**Problem**
Where the data below has the string "labels", return the whole line.
Top of Input for this task
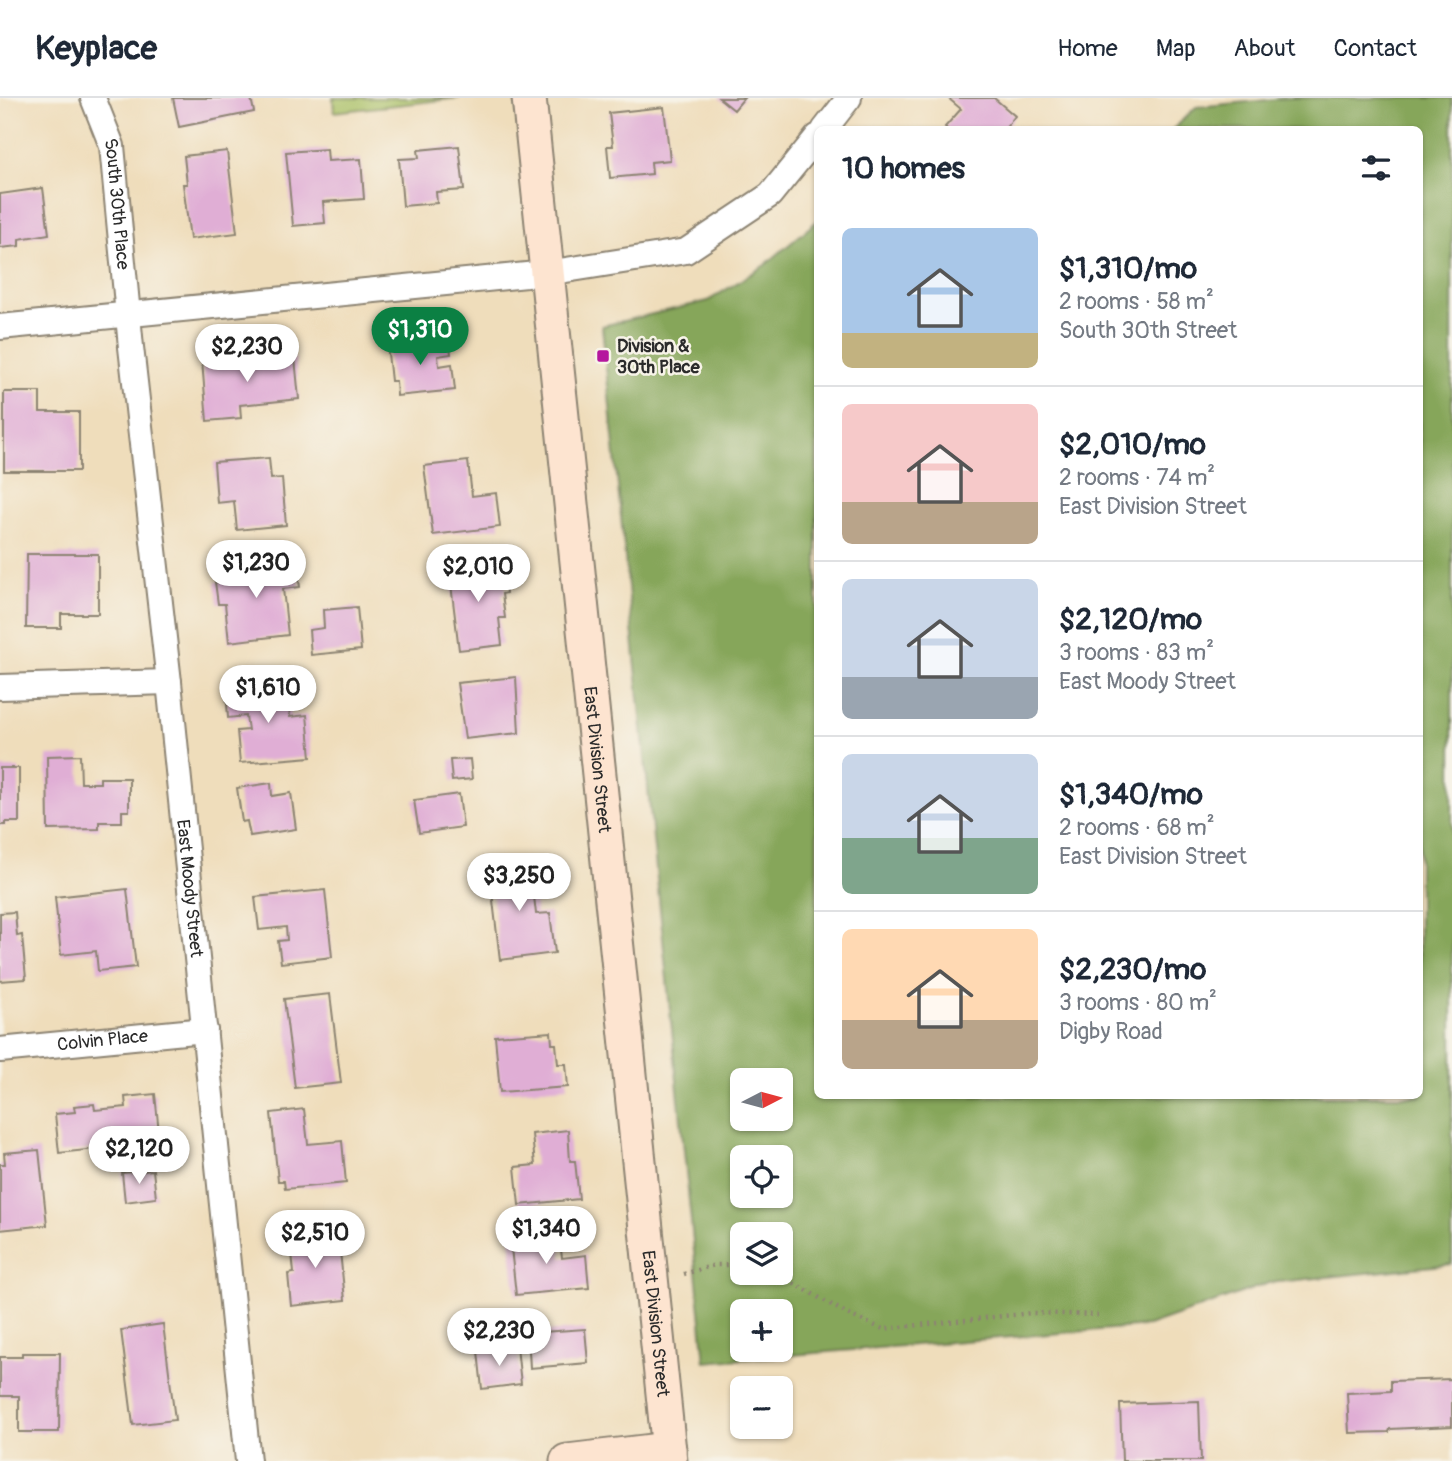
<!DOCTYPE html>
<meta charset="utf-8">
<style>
:root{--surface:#fff;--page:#f6f6f7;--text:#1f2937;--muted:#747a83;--line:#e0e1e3;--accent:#0b8043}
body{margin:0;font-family:Pangolin,sans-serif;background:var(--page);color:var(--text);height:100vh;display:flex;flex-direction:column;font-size:26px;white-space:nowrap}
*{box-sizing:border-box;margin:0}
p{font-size:23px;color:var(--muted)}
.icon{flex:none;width:38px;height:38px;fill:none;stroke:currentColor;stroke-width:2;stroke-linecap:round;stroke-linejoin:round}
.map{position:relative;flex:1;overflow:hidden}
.sheet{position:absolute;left:814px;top:28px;width:609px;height:973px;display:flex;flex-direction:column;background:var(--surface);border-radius:10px;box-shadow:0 2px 5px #0004}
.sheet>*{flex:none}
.needle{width:46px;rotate:84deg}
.buttons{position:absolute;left:730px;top:970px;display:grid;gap:14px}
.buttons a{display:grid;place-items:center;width:63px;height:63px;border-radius:10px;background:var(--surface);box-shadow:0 2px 5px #0004;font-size:35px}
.price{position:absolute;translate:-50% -60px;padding:0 16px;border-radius:24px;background:#fff;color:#222;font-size:23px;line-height:46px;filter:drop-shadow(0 2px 4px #0008)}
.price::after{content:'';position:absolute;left:50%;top:42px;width:21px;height:16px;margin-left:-10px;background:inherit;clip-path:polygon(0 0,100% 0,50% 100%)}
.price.active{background:var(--accent);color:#fff}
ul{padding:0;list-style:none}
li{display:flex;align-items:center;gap:21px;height:175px;padding:0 28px}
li+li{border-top:2px solid var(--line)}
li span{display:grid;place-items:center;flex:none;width:196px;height:140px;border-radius:10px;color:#555}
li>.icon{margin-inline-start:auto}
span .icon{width:84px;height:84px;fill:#fffc;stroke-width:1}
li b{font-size:30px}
h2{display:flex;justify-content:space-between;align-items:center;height:84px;padding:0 28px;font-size:30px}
header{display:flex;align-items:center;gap:42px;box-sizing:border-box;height:98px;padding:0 35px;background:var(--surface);border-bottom:2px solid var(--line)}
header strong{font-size:33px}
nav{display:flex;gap:38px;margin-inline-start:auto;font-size:24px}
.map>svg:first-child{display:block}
.green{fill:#a8bf64;stroke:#6a7548;stroke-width:2}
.forest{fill:#86a65a;stroke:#586842;stroke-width:2;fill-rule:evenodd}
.building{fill:#e0aed5}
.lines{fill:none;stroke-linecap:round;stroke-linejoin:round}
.street-casing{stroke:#8d8473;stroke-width:28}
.secondary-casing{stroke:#8d8473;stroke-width:37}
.path{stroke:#8d8473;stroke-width:4.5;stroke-dasharray:2 5;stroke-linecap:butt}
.street{stroke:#fff;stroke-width:24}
.secondary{stroke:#fde4d0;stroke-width:33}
.poi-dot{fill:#b5179e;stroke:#f7f3e8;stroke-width:2.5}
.labels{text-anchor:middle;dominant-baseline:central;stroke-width:5;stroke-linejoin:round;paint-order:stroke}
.street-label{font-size:18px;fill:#2b2b2b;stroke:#f7f3e8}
.poi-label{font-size:18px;font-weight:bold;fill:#2b2b2b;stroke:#f7f3e8;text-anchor:start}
</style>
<header>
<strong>Keyplace</strong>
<nav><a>Home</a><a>Map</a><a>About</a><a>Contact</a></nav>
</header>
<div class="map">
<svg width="1452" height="1363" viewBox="0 0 1452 1363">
<rect width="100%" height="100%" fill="#f7f3e8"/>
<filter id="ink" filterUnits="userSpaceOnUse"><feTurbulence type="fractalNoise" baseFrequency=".0143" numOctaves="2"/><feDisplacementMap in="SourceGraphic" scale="14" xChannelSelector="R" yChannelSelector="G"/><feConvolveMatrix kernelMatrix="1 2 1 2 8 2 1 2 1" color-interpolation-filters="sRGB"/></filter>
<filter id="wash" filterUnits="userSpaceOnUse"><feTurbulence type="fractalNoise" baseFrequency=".00686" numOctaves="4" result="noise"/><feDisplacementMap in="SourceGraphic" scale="28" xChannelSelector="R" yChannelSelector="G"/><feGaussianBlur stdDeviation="1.57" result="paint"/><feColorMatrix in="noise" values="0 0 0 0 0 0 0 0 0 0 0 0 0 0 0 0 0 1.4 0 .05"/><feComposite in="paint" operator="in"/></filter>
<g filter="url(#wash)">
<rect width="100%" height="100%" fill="#efddbb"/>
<path class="green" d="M333,0H460L334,14Z"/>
<path class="forest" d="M1288,0H1452V1166L1269,1185L1148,1228L705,1264L602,228L708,203L765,167L817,123V998H1419V32L1173,31L1196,9ZM742,982H780V1020H742ZM742,1059H780V1097H742ZM742,1136H780V1174H742ZM742,1213H780V1251H742Z"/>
<g id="blocks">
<path class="building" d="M173,0H251L254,14L179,29Z
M719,0H744L734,12Z
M948,0H994L1015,18L1004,32H948L945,29L961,11Z
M664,9L670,62L651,64L652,76L610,80L607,48H613L609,15Z
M459,48L464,92L436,94L437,105L403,108L399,61L419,60L418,52Z
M327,51L328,63L361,61L364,101L323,104L325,125L293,128L286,54Z
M227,53L237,135L190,141L183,86H187L184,58Z
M43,90L49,136L19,141V148L0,150V96Z
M449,240L451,256L438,258L439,268L452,266L455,292L397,298L396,283H391L387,246Z
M265,257L266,262L295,260L299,301L240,307L241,320L207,323L202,263Z
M4,294H40V314H79V373H4Z
M269,360L271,381L282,380L286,427L237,432L234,403L217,405L214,364Z
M468,363L472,398L496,395L500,429L433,437L424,368Z
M27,456H98V516H61V530H26Z
M296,463L300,489L283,491L288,537L229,544L225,506H218L215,484H220L219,472Z
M503,464L506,495L502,496L505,520H499L502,547L459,552L449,470Z
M357,509L361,552L311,557L309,532L324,530L323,512Z
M516,579L519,635L465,641L457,585Z
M287,586L290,619L307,617L311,659L240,665L237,633L248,632L246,618L228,620L226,592Z
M80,657L81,685H100V680H129V713H122V724H99V731L48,732L47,658Z
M470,661L472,681L452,683L450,662Z
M0,670H19V724H6V727H0Z
M271,685L272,698L291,695L296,731L250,738L247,723L242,724L237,690Z
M459,696L463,729L419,735L414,702Z
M530,763L536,816L550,815L555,855L500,862L489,768Z
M127,791L136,869L98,873L96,853L61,857L55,799Z
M325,792L332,859L281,865L278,843L287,842L286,829L259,832L255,799Z
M15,814L17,838L22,837L26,881L0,883V815Z
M330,896L341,985L295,990L284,901Z
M551,934L552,946H556L558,966H566L568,989L500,994L495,938Z
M155,996L160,1044L59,1055L55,1016L75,1014L74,1008L94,1006L95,1012L126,1009L125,999Z
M304,1011L308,1046L342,1043L346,1085L285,1091L284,1083H278L271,1015Z
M568,1032L570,1063H575L579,1101L519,1107L515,1069L535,1067L532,1036Z
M39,1052L47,1127L0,1132V1066H5L4,1055Z
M153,1072L156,1100L125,1104L122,1075Z
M327,1131L329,1154L340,1153L345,1202L291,1208L288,1176L294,1175L290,1135Z
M559,1136L562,1160L586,1157L589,1190L516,1197L510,1140Z
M163,1226L175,1322L133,1327L121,1232Z
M585,1231L588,1265L530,1270L528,1235Z
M517,1249L521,1286L482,1291L478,1253Z
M22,1255H60L59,1334H19V1298H0V1259H22Z
M1452,1281V1328L1390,1331L1389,1334L1349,1335L1347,1295L1391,1293V1283Z
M1199,1303L1201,1363H1122L1120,1306Z"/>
</g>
</g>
<g filter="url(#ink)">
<use href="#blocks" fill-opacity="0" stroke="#8d8473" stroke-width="2"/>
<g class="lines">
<defs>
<g id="street">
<path id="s1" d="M93,0L112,48L131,249L169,584L248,1363"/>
<path d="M824,32L849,0"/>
<path d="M0,229L547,175L686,153L770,97L817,39"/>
<path d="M0,589L169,584"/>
<path id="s2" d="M0,952L205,932"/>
</g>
<g id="secondary">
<path id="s3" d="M529,0L670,1363"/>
<path d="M567,1363L669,1351"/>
</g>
</defs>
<use href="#street" class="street-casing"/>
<use href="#secondary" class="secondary-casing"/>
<path class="path" d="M768,1174L799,1188L851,1218L883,1231L1032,1215L1098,1217
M684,1176L715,1167H742"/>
<use href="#street" class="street"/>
<use href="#secondary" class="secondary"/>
</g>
</g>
<rect class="poi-dot" x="596" y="251" width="14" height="14" rx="3.5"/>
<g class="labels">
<g class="street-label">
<text stroke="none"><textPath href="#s1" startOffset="110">South 30th Place</textPath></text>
<text stroke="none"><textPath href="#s3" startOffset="665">East Division Street</textPath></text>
<text stroke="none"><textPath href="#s1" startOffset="798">East Moody Street</textPath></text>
<text stroke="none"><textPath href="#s2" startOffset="103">Colvin Place</textPath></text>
<text stroke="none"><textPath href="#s3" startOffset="1232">East Division Street</textPath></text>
</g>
<g class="poi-label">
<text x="617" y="248">Division &amp;<tspan x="617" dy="21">30th Place</tspan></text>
</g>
</g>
</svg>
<div class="buttons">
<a><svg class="needle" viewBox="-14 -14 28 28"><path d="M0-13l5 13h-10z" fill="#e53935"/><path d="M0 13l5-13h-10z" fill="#747a83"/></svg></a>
<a><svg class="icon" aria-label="locate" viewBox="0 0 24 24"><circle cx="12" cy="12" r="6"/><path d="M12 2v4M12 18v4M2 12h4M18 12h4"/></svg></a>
<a><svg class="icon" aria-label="layers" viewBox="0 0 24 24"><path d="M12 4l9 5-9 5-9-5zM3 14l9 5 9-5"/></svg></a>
<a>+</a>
<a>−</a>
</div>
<b class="price active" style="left:420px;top:269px">$1,310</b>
<b class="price" style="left:247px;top:286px">$2,230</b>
<b class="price" style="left:256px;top:502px">$1,230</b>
<b class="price" style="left:478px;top:506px">$2,010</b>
<b class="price" style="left:268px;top:627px">$1,610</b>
<b class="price" style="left:519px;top:815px">$3,250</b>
<b class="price" style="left:139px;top:1088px">$2,120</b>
<b class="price" style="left:546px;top:1168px">$1,340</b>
<b class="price" style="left:315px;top:1172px">$2,510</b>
<b class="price" style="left:499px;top:1270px">$2,230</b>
<section class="sheet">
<h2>10 homes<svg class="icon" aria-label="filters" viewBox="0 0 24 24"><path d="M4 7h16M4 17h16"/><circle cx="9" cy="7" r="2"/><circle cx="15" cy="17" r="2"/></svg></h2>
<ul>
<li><span style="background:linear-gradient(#a9c7e8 75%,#c2b280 0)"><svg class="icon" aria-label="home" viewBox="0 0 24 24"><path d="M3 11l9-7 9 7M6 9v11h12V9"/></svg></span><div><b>$1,310/mo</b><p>2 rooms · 58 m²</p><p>South 30th Street</p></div></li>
<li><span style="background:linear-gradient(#f6c9c9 70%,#b9a48a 0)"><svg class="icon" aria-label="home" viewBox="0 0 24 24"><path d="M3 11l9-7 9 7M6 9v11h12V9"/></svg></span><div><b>$2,010/mo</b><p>2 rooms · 74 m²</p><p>East Division Street</p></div></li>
<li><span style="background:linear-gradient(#c9d6e8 70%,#9aa5b1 0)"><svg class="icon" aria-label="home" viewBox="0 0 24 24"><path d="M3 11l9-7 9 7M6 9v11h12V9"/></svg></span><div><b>$2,120/mo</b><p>3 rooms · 83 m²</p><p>East Moody Street</p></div></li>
<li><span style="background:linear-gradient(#c9d6e8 60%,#7fa58c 0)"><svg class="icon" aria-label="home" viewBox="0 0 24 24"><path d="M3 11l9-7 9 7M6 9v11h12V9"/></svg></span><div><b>$1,340/mo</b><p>2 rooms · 68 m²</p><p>East Division Street</p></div></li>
<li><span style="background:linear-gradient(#ffd9b3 65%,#b9a48a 0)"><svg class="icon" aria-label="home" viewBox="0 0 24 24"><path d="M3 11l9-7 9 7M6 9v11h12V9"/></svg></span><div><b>$2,230/mo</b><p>3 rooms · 80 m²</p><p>Digby Road</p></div></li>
</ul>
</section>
</div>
Bottom of Input for this task
**Task result**
.labels{text-anchor:middle;dominant-baseline:central;stroke-width:5;stroke-linejoin:round;paint-order:stroke}
<g class="labels">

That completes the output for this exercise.